Neler çiğnediğini hiç durmadan dişlerin,
Ne yolda olduğunu o yaldızlı fişlerin,
Biliriz yenilen kuzu mudur, tavşan mı?
Sizinki tatlı can da bizimki patlıcan mı?
Maroken koltukların çıkardınız tadını,
Yokladınız güzelin elcilini, yadını,
Şu ince belli kızı, şu fıkırdak kadını,
Ne dediniz olmadı, bir yosma mı, civan mı?
Sizinki tatlı can da bizimki patlıcan mı?
Sizler de bizdendiniz, ne çabuk ayrıldınız?
Her biriniz ne yüce yerlere kayrıldınız,
Kiminiz doğruldunuz, kiminiz eğrildiniz,
Böylece zevk içinde yaşarsınız, yalan mı?
Sizinki tatlı can da bizimki patlıcan mı?

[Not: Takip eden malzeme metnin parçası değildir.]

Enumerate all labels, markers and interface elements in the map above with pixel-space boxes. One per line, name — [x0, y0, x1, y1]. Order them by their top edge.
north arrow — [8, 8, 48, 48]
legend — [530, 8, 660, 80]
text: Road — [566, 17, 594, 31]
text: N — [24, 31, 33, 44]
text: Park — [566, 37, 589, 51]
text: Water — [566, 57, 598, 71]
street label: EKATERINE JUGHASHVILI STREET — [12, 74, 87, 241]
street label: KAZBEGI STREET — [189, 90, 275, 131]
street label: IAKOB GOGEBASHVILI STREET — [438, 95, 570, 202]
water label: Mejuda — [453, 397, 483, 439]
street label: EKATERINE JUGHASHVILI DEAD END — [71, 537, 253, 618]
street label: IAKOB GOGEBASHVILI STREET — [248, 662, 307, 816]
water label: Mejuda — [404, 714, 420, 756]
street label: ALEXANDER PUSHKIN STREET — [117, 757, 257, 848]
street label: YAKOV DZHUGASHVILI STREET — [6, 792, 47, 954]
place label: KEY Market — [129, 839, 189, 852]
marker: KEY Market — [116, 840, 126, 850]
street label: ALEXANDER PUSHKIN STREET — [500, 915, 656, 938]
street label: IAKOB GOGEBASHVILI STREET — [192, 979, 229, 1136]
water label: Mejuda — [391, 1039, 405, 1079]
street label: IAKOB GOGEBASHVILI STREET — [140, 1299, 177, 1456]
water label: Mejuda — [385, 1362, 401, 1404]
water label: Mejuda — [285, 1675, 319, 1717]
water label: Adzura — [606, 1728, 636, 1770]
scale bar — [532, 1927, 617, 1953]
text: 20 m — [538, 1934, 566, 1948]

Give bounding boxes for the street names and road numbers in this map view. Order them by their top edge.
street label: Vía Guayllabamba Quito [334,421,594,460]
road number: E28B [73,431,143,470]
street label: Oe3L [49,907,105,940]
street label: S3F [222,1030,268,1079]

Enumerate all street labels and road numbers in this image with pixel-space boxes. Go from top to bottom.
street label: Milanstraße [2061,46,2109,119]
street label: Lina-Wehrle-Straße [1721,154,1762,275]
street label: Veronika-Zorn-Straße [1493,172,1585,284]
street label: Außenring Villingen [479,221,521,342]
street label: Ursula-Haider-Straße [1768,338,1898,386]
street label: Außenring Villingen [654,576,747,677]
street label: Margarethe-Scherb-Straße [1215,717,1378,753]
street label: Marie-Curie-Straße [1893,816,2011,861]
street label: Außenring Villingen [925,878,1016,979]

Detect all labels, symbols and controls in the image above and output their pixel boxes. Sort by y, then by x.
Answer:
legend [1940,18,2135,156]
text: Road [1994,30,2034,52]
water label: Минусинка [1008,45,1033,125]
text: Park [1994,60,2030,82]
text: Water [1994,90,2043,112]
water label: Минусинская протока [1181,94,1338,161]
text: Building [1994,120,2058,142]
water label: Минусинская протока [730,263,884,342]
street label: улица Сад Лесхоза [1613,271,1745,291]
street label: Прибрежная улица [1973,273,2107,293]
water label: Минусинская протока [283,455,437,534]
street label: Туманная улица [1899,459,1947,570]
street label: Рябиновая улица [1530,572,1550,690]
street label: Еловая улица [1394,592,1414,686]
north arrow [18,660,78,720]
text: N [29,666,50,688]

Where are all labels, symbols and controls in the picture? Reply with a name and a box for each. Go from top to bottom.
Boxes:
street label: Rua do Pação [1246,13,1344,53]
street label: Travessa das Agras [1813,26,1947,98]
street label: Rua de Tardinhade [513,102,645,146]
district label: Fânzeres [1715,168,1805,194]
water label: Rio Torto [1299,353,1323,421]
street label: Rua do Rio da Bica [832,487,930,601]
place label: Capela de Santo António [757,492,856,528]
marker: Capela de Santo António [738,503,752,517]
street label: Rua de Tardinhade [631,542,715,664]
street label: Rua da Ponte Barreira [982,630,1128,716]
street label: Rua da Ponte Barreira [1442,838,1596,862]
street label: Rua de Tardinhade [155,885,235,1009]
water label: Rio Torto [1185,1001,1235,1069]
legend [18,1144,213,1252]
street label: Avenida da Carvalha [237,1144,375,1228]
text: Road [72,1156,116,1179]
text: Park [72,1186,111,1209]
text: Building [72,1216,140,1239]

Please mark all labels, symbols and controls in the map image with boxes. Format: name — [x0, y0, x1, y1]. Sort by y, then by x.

Yok mu ata malından azıcık pay bize de?
Adımız hiç görülmez pasaportta vizede,
Biz de gezmek isteriz Londra’da, Gize’de,
İsterseniz gideriz hatta Portekiz’e de,
Bizim yerimiz sade Sivas, Erzurum, Van mı?
Sizinki tatlı can da bizimki patlıcan mı?
Ne sorulur bilseydik, amcamız, dayımız mı?
Değilse nemiz eksik aklımız, boyumuz mu?
Yoksa beğenilmeyen bir kötü huyumuz mu?
İnancımız mı bozuk, kanımız, soy’umuz mu?
Bizim kanımız başka, sizinki başka kan mı?
Sizinki tatlı can da bizimki patlıcan mı?
Bizler de sizin gibi yorulmak istiyoruz,
Divanda, encümende kurulmak istiyoruz,
İnsanlar sırasında görülmek istiyoruz,
Kırk yıl pösteki gibi sürünen de insan mı?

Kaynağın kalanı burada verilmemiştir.